Ash joined the competition using his Monferno and Pikachu for Disc Catch and Hurdle Dash, respectively. However, he lost to Daniel and his Snorlax in Hurdle Dash. The Pokéathlon was confirmed to have started in Johto, with the current Pokéathlon being the first to be held in Sinnoh. The Pokéathlon was a qualifying match, with the winner moving on to compete in the regional competition.

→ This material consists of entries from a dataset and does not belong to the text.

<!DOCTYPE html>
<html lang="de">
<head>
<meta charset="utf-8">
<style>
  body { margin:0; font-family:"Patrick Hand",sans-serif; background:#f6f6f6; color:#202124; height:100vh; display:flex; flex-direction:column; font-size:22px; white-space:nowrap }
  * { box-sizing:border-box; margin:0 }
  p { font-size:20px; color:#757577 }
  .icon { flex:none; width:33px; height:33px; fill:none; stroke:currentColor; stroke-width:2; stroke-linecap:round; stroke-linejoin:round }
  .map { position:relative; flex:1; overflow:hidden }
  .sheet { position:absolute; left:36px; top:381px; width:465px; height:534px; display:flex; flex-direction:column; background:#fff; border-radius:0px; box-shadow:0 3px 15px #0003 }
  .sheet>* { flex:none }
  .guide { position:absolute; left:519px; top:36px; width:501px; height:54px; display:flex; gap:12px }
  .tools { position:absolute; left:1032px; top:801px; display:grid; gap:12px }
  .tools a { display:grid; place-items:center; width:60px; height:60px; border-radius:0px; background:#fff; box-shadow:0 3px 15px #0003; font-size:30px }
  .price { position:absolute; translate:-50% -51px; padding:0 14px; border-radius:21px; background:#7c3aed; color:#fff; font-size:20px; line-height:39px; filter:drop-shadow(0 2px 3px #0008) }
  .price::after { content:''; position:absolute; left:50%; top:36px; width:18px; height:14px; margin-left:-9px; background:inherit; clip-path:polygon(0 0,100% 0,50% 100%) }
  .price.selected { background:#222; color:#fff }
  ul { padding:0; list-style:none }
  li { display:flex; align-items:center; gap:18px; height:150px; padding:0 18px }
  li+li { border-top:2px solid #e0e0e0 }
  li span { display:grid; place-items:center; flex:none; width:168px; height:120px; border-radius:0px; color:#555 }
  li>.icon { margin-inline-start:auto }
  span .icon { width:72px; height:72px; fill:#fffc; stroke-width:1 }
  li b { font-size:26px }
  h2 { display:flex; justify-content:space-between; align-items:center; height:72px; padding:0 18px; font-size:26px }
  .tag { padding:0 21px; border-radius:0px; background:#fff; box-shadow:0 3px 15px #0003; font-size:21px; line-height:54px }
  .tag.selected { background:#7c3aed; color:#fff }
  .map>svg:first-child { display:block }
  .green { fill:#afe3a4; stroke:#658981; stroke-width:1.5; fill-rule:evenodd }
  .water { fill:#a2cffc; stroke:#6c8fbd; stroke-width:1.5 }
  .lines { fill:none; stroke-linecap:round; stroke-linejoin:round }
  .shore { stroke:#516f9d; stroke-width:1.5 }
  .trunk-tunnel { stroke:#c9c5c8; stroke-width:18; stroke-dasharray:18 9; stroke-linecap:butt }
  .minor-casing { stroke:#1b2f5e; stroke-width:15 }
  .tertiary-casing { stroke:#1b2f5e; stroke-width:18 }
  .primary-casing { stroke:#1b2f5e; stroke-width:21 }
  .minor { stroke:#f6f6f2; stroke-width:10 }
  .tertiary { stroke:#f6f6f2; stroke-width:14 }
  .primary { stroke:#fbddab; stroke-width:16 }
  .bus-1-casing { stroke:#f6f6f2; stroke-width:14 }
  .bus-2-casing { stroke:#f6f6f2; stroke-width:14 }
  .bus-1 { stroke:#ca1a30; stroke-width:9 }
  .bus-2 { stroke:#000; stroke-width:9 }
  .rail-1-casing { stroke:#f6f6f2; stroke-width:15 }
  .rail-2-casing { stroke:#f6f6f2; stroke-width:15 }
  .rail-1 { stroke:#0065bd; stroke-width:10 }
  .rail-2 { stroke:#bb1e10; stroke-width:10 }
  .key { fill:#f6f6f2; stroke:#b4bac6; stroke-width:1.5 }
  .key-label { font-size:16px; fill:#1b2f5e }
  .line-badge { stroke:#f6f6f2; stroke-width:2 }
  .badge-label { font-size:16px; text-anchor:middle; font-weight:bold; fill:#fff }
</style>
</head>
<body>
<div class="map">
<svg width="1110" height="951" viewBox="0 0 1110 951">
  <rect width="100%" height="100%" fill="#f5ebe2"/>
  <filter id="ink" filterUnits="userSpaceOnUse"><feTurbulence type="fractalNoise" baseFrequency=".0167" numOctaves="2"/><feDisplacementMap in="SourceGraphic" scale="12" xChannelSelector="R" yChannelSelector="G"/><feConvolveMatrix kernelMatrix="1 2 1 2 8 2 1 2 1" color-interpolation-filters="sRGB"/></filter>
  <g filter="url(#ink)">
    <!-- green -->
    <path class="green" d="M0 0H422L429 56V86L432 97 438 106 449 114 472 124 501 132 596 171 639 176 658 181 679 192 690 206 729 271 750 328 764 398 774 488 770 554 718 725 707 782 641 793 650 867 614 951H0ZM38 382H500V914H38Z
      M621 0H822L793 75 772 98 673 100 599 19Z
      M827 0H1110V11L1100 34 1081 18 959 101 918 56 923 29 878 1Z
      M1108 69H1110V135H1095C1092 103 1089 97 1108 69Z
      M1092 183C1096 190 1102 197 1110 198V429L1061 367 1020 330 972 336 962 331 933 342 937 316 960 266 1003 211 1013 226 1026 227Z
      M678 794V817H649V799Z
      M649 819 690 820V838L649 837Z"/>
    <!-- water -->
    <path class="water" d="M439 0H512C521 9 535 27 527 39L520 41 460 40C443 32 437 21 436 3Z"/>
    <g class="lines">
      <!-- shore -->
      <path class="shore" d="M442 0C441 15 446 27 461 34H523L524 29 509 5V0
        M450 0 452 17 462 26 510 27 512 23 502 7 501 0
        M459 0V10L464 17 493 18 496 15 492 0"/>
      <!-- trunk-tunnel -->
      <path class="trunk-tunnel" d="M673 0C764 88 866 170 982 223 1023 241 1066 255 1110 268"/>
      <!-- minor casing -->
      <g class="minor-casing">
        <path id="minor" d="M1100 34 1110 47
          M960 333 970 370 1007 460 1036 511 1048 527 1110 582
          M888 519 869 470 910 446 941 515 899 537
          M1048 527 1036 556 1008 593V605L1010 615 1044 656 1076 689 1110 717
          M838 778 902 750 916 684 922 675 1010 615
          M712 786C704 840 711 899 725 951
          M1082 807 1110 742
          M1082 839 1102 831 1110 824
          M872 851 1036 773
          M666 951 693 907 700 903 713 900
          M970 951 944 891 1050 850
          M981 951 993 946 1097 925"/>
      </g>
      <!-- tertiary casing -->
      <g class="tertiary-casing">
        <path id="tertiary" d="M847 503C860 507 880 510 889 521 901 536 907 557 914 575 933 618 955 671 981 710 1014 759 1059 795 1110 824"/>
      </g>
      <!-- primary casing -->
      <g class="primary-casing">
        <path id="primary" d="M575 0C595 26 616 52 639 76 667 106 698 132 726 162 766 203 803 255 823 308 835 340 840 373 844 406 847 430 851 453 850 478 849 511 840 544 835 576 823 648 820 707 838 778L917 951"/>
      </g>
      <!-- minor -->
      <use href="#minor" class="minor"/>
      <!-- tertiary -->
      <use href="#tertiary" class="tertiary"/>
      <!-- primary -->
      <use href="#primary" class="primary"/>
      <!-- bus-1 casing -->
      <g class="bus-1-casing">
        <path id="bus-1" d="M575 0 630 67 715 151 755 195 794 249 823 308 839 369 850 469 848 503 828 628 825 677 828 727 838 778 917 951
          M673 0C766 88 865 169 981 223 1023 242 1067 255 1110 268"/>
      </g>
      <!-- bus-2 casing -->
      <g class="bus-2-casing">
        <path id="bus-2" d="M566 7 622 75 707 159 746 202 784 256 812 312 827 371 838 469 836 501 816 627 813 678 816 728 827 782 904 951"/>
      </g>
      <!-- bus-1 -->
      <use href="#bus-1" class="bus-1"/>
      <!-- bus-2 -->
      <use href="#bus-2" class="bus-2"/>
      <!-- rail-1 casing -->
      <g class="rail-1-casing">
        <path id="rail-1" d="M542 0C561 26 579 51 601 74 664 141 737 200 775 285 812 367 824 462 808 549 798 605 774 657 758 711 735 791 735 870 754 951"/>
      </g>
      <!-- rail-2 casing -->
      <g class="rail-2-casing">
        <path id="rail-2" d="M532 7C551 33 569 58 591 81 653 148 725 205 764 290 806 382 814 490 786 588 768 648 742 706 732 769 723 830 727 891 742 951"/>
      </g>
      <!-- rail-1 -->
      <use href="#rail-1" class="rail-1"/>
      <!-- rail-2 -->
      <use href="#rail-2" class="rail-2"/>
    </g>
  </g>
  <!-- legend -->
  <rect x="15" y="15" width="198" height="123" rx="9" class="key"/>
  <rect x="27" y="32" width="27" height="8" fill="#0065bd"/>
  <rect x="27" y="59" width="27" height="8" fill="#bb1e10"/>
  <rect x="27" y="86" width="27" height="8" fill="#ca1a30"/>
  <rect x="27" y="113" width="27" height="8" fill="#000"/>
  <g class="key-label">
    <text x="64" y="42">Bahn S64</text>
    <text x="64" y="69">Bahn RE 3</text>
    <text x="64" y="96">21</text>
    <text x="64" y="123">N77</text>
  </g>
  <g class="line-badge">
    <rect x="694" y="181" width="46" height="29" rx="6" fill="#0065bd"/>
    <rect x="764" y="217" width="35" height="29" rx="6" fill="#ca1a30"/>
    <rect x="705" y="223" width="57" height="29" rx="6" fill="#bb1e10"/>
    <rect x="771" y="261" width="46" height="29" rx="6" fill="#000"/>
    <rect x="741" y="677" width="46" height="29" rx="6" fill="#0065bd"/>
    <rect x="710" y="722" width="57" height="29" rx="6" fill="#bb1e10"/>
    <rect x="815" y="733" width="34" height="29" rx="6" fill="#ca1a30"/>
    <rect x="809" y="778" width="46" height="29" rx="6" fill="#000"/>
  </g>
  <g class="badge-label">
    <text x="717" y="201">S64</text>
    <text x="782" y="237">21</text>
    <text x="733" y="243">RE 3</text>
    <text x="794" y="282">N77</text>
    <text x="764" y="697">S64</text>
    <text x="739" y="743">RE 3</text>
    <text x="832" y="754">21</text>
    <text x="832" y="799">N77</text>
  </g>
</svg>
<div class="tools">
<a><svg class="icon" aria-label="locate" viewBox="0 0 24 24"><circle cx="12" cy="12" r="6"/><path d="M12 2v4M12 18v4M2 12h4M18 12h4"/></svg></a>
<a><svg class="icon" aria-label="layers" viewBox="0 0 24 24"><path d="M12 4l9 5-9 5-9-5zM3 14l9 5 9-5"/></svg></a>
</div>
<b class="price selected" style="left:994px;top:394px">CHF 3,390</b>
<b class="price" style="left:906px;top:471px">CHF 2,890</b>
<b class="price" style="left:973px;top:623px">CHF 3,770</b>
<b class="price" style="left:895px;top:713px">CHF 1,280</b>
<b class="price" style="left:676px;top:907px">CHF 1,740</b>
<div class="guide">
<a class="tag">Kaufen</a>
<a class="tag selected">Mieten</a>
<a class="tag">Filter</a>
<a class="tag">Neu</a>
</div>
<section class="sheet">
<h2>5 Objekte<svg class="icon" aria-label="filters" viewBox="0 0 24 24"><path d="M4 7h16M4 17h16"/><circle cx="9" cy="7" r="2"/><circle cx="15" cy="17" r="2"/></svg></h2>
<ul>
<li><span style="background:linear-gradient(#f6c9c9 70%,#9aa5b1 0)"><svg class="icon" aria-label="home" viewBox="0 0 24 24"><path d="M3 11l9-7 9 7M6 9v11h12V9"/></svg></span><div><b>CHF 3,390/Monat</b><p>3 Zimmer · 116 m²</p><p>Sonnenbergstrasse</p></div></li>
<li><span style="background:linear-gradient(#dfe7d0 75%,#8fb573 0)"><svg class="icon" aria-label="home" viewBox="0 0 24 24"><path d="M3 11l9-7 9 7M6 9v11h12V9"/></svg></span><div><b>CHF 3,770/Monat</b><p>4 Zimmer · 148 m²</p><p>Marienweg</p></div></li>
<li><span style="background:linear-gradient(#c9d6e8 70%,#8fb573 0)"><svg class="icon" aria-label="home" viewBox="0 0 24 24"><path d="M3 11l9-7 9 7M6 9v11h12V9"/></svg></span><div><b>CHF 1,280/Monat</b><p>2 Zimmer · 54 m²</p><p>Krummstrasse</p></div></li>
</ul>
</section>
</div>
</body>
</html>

|Trainer|| Pokémon used in
| Pokémon used in
In the manga
In the Pokémon Adventures manga
Gold went to the Pokéathlon to meet up with Lance and get information about Arceus for Professor Oak. He starts with the Skill Course, which he enters with Exbo, Polibo, and Aibo and succeeds in beating it. After that, he beats the Jump Course with Sudobo, Sunbo, and Togebo. Next, he tries the Stamina Course, which he beats with Exbo, Polibo, and Aibo again.
Gold's fourth challenge takes him to the Speed Course, where he is pit up against the top athlete Jet. Initially, Jet gets the upper hand in the first two challenges, but is eventually defeated in Relay Run, which gives Gold enough points to win. For his final challenge, Gold enters the Power Course with Aibo, Exbo, and Polibo. His opponents this time are three of the Elite Four, Bruno, Koga, and Will. They manage to easily win the first two rounds, but Gold ends up the victor in Block Smash by utilizing High Tension mode.
After Gold tells everyone the real reason why he came to compete, a Dragonite attacks the Pokéathlon Dome. Gold manages to defeat it and realizes that the Dragonite actually belonged to Lance, which meant that they were attacked before they could get to the Dome. Annoyed that Lance isn't coming after all, Gold takes the Dragonite for safe keeping and heads off to Ecruteak City.
In the Pocket Monsters HeartGold & SoulSilver Go! Go! Pokéathlon manga
The Pokéathlon appeared in Pocket Monsters HeartGold & SoulSilver Go! Go! Pokéathlon.
In the Pokémon Pocket Monsters manga
- Since Diglett and Dugtrio have a maximum jump stat of one, they are incapable of jumping; in Lamp Jump they can't move at all, in Disc Catch they can only move around, and in Hurdle Dash they dig under the hurdles. This makes earning a Jump medal for these two species much more of a challenge than other species.
- Sunkern and Ditto are both relatively common Pokémon that are capable of maximum stars.
- Pokémon seen in the Pokéathlon which have not been seen before are not recorded in the Pokédex.